The report that Mitt Romney has cut Rick Santorum’s lead from 15 points to 4 points in Michigan goes to show what can be accomplished with a multimillion-dollar attack-ad campaign, especially when those attacks are assisted by Mitt’s friends in the liberal media.

However, as Santorum himself has often pointed out during his speeches, Romney won’t have either of those advantages — a bigger campaign fund or a more friendly media — when it comes time to face Barack Obama.

Let’s hope Republican primary voters in Michigan and elsewhere have the intelligence to understand which of these two candidates is the GOP’s best chance in November. Because Mitt ain’t it.

Comments

69 Responses to “Poll Proves Mitt’s Mud Gun Works?”

  1. SDN
    February 20th, 2012 @ 7:14 pm

    Romney’s allies are as dishonest as Romney himself.

  2. A Stephens
    February 20th, 2012 @ 7:41 pm

    “Marriage equality”?

    I believe Rush refers to these folks as seminar callers.  Or obviously in this case, seminar commenter”

    Pathetic.

  3. Pathfinder's wife
    February 20th, 2012 @ 7:43 pm

    To Poly: I was thinking of more seedy places than Las Vegas , although Amsterdam can be pretty dismal.  Still, as you yourself have noted — not exactly nice places to live if you’re not rich enough to get yourself a nice little place in a gated community and the best schools.  As a person in criminal justice you should know first hand that the people who have to live cheek and jowl with “liberty leave” can’t stand it, because they’ve got the burden of having to deal with its consequences.
    And in each place the moral standards have been loosened up — did it make them nicer, or did the rot just go deeper?  Did they have to pass even more laws to keep the rot from creeping?  Usually they did, and it usually came at the behest of average citizens who were fed up with the rot.  Of course, this costs money , taxpayer money.  It also breeds the conditions whereby somebody (a real zealot but usually of the totalitarian bent) eventually comes in, says “I’ll do something…but you’re going to have to give me and my party a little quid pro quo, follow our new rules for your own safety and well being…by the way, I promise to punish the people who are responsible for this mess”, and the everyday folks go for it with a gusto, because they’re sick of the rot and they’re sick of the clean up…and they’re mad.

    And that’s usually how liberty dies and things take a turn for the really nasty.

  4. Pathfinder's wife
    February 20th, 2012 @ 7:49 pm

    Oh, and I should have added: and that totalitarian guy with all the answers usually finds a minority or two to pin the blame on (because they are a small segment of the population and easy to marginalize), and the crowd goes along with it, because they are mad.
    Then the place in question really becomes a place of no liberty and a not so nice place to live.

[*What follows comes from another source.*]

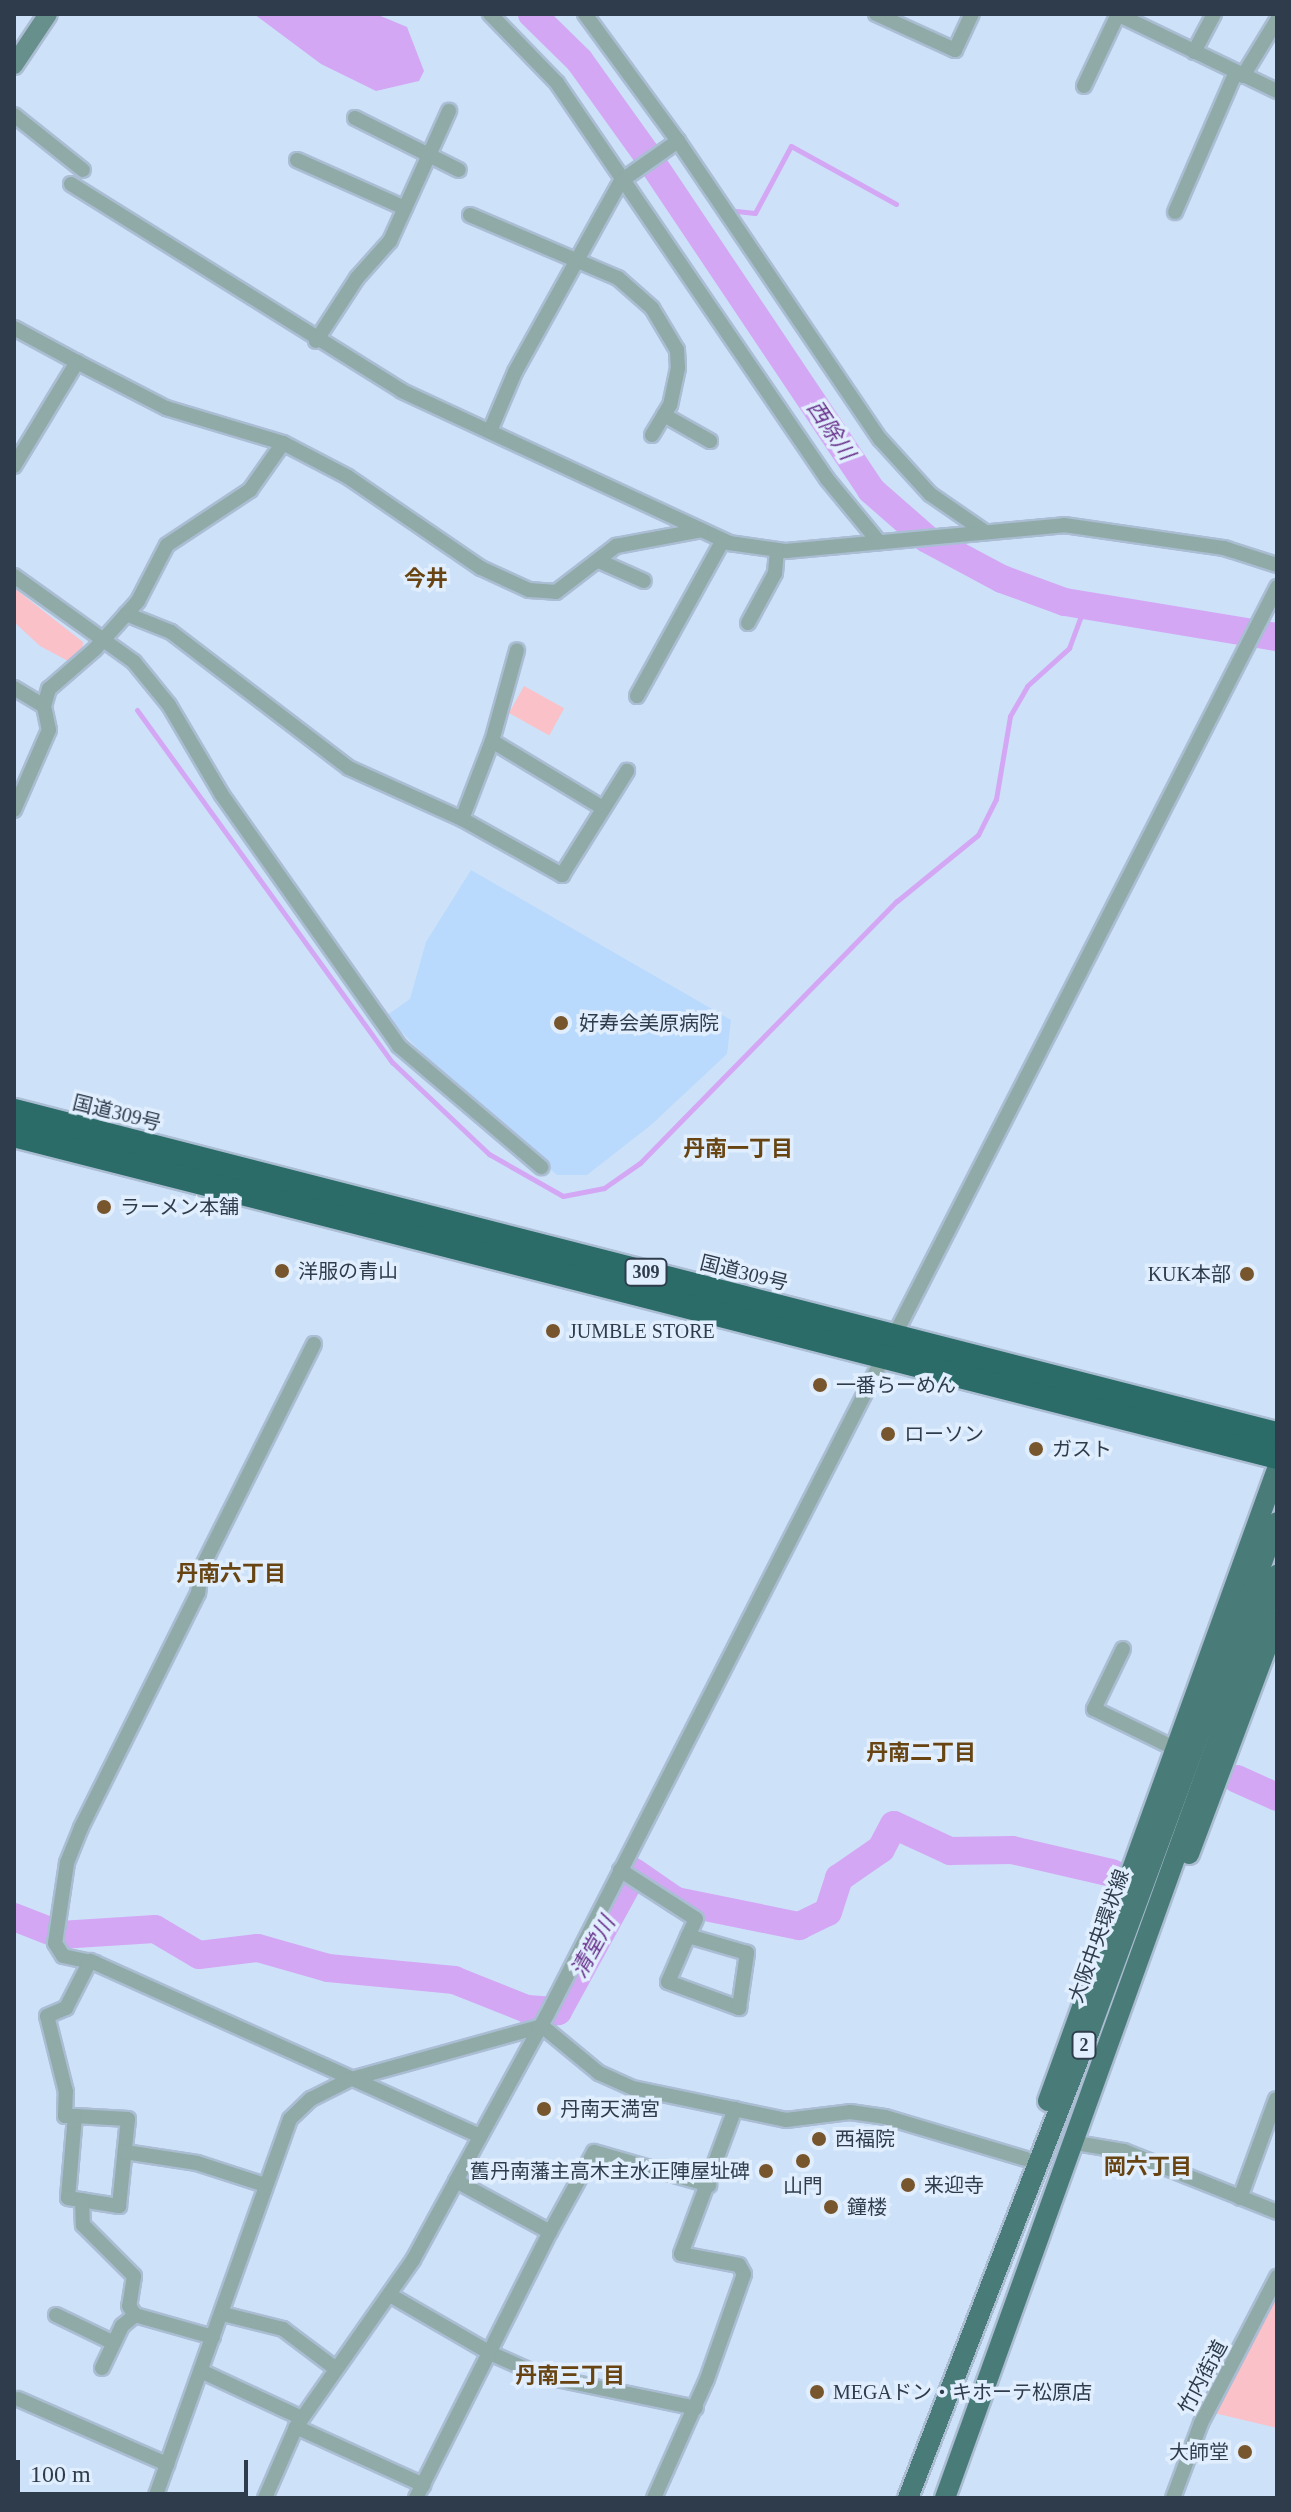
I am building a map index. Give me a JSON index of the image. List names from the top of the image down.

    That’s the way it usually plays out (it always has before, it is now, it will again); it’s just human nature.

  5. polypolitical
    February 20th, 2012 @ 7:49 pm

    He does refer to people as “seminar callers” when they call and spout pre-written talking points. I think it is hilarious that you feel that is what I am doing just because I feel that homosexuals should be allowed to marry.
    I can articulate a logical argument and I support a much smaller government that you probably do; yet over social issues and changing societal mores you call me pathetic.
    Have a better argument, my friend? I think we can get along, shrink government and change this country for the better. I want government out of these issues and don’t want to force my views on you. How am I pathetic?

  6. A Stephens
    February 20th, 2012 @ 7:55 pm

    Like anybody really gives a rats behind what people do in the privacy of their own homes.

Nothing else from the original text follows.